Russian designer and businessman (born 1975)

Artemy Andreyevich Lebedev (Артемий Андреевич Лебедев; born 13 February 1975) is a Russian designer, entrepreneur and Internet personality. He is the founder of the design company Art. Lebedev Studio. He is also an avid blogger, known for provocative views and frequent use of obscene language. Lebedev is a member of the Tolstoy family.

== Biography ==
Born in Moscow February 13, 1975, Lebedev is the son of the Russian writer Tatyana Tolstaya and a member of the aristocratic Tolstoy family. He graduated from Moscow State School 57. He enrolled at Faculty of Journalism at the Moscow State University, but dropped out during his second year. He spent the following years working for a few design studios until 1995 when he founded his own company.

According to The Best Travelled Master List, Lebedev is one of the very few people in the world and the only Russian who has travelled to each of the 193 countries of the World.
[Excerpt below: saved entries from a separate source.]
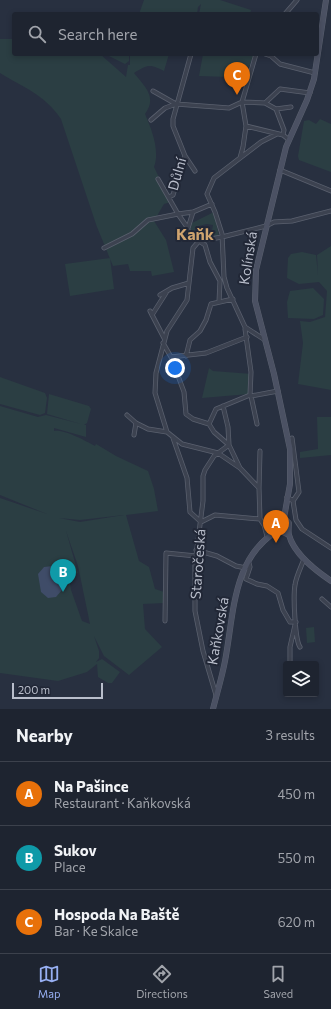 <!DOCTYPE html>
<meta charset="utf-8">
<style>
body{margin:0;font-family:Commissioner,sans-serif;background:#262c38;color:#f1f3f6}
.controls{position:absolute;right:12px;bottom:12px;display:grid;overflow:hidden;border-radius:4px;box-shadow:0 2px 6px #0003}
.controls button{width:36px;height:36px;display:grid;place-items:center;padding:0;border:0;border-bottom:1px solid #3c414c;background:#1e2430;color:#f1f3f6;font:20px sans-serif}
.scale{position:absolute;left:12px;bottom:10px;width:91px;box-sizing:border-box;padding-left:4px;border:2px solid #b9becb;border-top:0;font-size:11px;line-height:14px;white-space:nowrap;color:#b9becb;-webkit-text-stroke:3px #212736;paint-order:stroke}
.you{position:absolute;left:175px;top:368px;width:14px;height:14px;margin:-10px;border:3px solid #fff;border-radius:50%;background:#1a73e8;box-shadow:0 0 0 6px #1a73e833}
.badge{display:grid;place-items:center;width:26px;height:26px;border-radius:50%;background:#97aff2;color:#fff;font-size:13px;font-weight:700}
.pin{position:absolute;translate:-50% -33px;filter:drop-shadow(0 1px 2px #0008)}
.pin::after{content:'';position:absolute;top:21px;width:14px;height:12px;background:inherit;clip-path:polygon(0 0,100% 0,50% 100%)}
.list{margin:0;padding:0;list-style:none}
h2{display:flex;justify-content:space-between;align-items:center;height:52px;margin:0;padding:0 16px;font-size:17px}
h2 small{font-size:13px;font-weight:400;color:#a1a4ab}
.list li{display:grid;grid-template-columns:26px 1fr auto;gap:12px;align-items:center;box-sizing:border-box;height:64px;padding:0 16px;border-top:1px solid #3c414c}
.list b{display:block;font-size:15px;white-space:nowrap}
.list p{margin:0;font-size:13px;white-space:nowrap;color:#a1a4ab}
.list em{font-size:13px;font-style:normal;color:#a1a4ab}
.icon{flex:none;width:22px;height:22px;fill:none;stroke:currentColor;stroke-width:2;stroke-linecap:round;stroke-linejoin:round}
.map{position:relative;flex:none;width:331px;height:709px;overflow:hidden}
.search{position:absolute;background:#1e2430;box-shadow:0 2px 6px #0003;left:12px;right:12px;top:12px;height:44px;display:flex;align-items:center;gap:10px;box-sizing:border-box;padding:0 14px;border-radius:4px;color:#a1a4ab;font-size:15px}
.sheet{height:244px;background:#1e2430}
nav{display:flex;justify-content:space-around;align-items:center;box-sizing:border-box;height:56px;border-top:1px solid #3c414c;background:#1e2430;font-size:11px;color:#a1a4ab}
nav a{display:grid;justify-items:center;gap:2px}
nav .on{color:#97aff2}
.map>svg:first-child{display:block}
</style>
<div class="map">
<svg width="331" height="709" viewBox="0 0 331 709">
<rect width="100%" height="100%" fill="#283040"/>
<!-- green -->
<path fill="#2b3e43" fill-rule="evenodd" d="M144 0H220L251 10 250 14H199L201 4 198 7 197 14H139Z
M0 39H14V54H100L126 77 128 65H130V54H169L164 71C150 64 148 64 134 73 146 88 157 97 145 114 152 130 160 151 154 167L171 202 164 204 154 221 166 240 174 272 152 276 151 271H130L128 264 113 266 97 227 61 119C44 94 24 88 0 73Z
M105 54H129V61L125 64Z
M203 54H254L249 67H232L229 69 230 77 199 76Z
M320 119 331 124V172L299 160 298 156 304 121 309 120 316 124Z
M214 212 219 236 197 238 191 235 190 230 192 223ZM207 224 213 225 212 231H206V233L202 234 195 230 198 226Z
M331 246V390L298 384 303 343 300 321 310 322 325 317 327 291 319 282 299 284 287 278 288 258 291 254 302 252 316 255 318 275 317 255Z
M110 258 114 289 70 296 65 264Z
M313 288 324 299 323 315 314 319 288 318 287 302 290 291Z
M209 368 213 371 252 374 249 394 202 398Z
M0 377 45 393 47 398 45 413 40 415 0 404Z
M49 394 89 406 91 409 87 423 84 425H86V437L54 428V431C64 429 86 441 95 446L96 444 116 456 148 471 154 489 158 511 126 515 139 561 149 567 155 589 164 592V603L143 604 145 629 162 647 129 675 104 656 94 636 99 651V658L96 662 102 659 120 672 112 683H108L98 677 97 664 87 672 58 681 0 673V498L47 514 0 495V406L38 417 46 415 81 424 47 414ZM124 515 80 522 59 518 80 520ZM66 531 78 566 90 624 82 621 71 590 69 577 78 573Z
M317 417H331V455L300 458V452L318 449Z
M314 627 315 642 307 643 306 628Z"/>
<!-- water -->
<path fill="#3f4c68" d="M53 566 60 571 62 590 56 597 48 598 41 592 38 574 44 567Z"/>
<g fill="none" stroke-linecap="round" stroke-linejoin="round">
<defs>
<path id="street" d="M285 14 297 0
M256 54 242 102 246 126 243 147 240 158 214 178 207 194 215 212 222 234 224 277 227 288 245 327 265 340
M265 54 271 56 280 64 315 73
M153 91 176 104
M265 103 280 89 310 93
M276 109 284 130 283 135
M151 120 165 108 176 104 229 108 242 102 265 103 276 109 291 107
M246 126 283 135 288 139
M185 156 195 171
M240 158 261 142 277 134
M280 170 331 191
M158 179 178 214 193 212 212 204
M169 197 173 195 185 156 173 126V119L191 54
M188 228 193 212
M104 248 132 234 148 220 178 214 187 227 190 236 199 241 222 237 266 226 274 222 292 221 331 211
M160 295 172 288 189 283
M150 311 164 338
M152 315 166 293
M245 329 251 372 250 395
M163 343 171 357 184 392 186 414 193 419 209 424 214 432 229 445
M186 356 190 340 200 331 206 320 211 304 233 299
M171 357 206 353 247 337
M250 395 251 396 278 391
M251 396 257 424
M223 406 228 427 229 445 240 468
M127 415 136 423 148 429 167 432 182 444 218 453 240 468 259 488 260 519 264 525 267 536
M209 424 216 409 250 395
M167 432 155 393 156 373 167 331 187 300 193 248 199 241 205 245 210 262 220 281 219 302
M134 435 136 423
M173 438 187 478 190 512 201 522
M292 438 299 492 293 501
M259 488 260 451
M287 497 293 501 296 520 302 529 331 548
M201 522 215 515 260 519
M196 550 217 556 236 566 246 568
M249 563 250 567 246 579 257 584 267 586 278 593 283 610 290 622H296
M322 599 331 607
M165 621 166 553 196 556
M300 647C295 640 293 596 295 585 296 577 301 567 304 559
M290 664V647L295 625
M216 695 203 651 195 611V564L203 501V476L205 470 214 456 229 445"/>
<path id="secondary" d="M284 518 290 484V449L274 374 255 301 256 270 286 147 307 100 314 79 326 0
M284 518 289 523C289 527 288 531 289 535 294 554 315 570 331 581
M284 518 278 521 277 527 279 530 289 535
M213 709C217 693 222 677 225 661 234 615 232 556 279 530"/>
</defs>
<!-- street casing -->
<use href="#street" stroke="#5a606e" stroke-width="5"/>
<!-- secondary casing -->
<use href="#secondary" stroke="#5a606e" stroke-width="6"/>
<!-- street -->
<use href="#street" stroke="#3c4250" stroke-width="3.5"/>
<!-- secondary -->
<use href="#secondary" stroke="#4b5163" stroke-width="5"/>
</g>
<g text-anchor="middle" stroke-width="4" stroke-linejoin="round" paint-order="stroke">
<!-- street labels -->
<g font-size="14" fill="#b9becb" stroke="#212736">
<text transform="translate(177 174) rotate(-74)" y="5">Důlní</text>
<text transform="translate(248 258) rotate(-81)" y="5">Kolínská</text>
<text transform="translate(198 564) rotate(-86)" y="5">Staročeská</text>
<text transform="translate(218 631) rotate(-80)" y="5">Kaňkovská</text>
</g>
<!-- quarter labels -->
<g font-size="16" font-weight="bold" fill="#d0a46f" stroke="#212736">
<text x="195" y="240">Kaňk</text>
</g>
</g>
</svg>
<div class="controls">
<button><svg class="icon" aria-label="layers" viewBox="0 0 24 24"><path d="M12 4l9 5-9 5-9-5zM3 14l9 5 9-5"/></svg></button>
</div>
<div class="scale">200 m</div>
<div class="you"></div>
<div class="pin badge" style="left:276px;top:543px;background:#e8710a">A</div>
<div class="pin badge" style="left:63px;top:592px;background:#0f9aa8">B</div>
<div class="pin badge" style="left:237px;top:95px;background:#e8710a">C</div>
<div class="search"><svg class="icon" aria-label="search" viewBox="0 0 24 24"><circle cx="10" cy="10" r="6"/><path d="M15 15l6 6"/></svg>Search here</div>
</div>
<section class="sheet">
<h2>Nearby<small>3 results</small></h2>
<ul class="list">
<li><span class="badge" style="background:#e8710a">A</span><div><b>Na Pašince</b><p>Restaurant · Kaňkovská</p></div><em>450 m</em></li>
<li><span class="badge" style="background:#0f9aa8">B</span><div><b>Sukov</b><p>Place</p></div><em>550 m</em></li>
<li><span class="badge" style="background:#e8710a">C</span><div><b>Hospoda Na Baště</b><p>Bar · Ke Skalce</p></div><em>620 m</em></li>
</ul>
</section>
<nav>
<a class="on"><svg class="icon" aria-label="map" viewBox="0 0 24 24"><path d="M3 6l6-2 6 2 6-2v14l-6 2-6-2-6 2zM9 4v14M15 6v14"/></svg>Map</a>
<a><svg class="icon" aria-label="directions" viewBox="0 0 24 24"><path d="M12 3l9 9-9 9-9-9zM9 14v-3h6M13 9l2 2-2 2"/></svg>Directions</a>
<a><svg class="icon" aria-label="saved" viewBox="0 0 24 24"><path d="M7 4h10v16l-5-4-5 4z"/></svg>Saved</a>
</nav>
=== Artemy Lebedev Studio ===
In 1995, Lebedev founded design studio WebDesign, which in 1998 was renamed the Artemy Lebedev Studio. The company has completed works in corporate identity, books, magazines, road signs, pictograms, graphical and physical interfaces, websites, industrial design, industrial graphics objects, and storefronts.

==== "Business lynch", "spanking" ====
One of the headings of the site was that anyone could send Lebedev a graphic object or a website, and he, in turn, made up his critical opinion of this work. The column was called "Spanking" and was published quarterly. Later, the heading was renamed "Polit spanking". By 2006, the category was closed and removed from the site. On September 1 of the same year, the column was restored and called "Business Lynch", but now it was not only Lebedev who reviewed it. In September 2019, the project was terminated.

=== VK ===
In October 2023, Lebedev was appointed design director of VK, a Russian state-controlled social media platform.

==Controversies and sanctions==
In 2020, Lebedev appeared in a promotional video in support of 2020 Russian constitutional referendum. Russian President Vladimir Putin later awarded Lebedev with an Order "For Merit to the Fatherland" in the 2nd degree for his contributions to the Russian segment of the Internet.

Artemy Lebedev Studio designed the official logo for the region of Crimea shortly after its 2014 Russian annexation, a step which drew criticism as being aligned with the occupied status of the territory.

Lebedev was banned from entering Ukraine in March 2017. According to the Holodomor National Museum, Lebedev actively supports the Russian invasion, has travelled to occupied Crimea and Donbas, and has made public statements denying the existence of a Ukrainian nation-state (“there are no Ukrainians, Ukraine is a region of Russia”).

In March 2023, the Security Service of Ukraine (SBU) charged Lebedev with collaborationism and justifying Russia's aggressive war against Ukraine. The charges relate to his 2022 visits to occupied Ukrainian territory (including the Ukrainian city of Mariupol and the Zaporizhzhia Nuclear Power Plant) in June 2022 and propaganda activities. Lebedev called the visit one of "my life's small joys." In July 2023, two Kyiv apartments owned by Lebedev were seized by the Ukrainian Ministry of Justice.

Lebedev was barred from entering Latvia in 2024 and Armenia in 2025.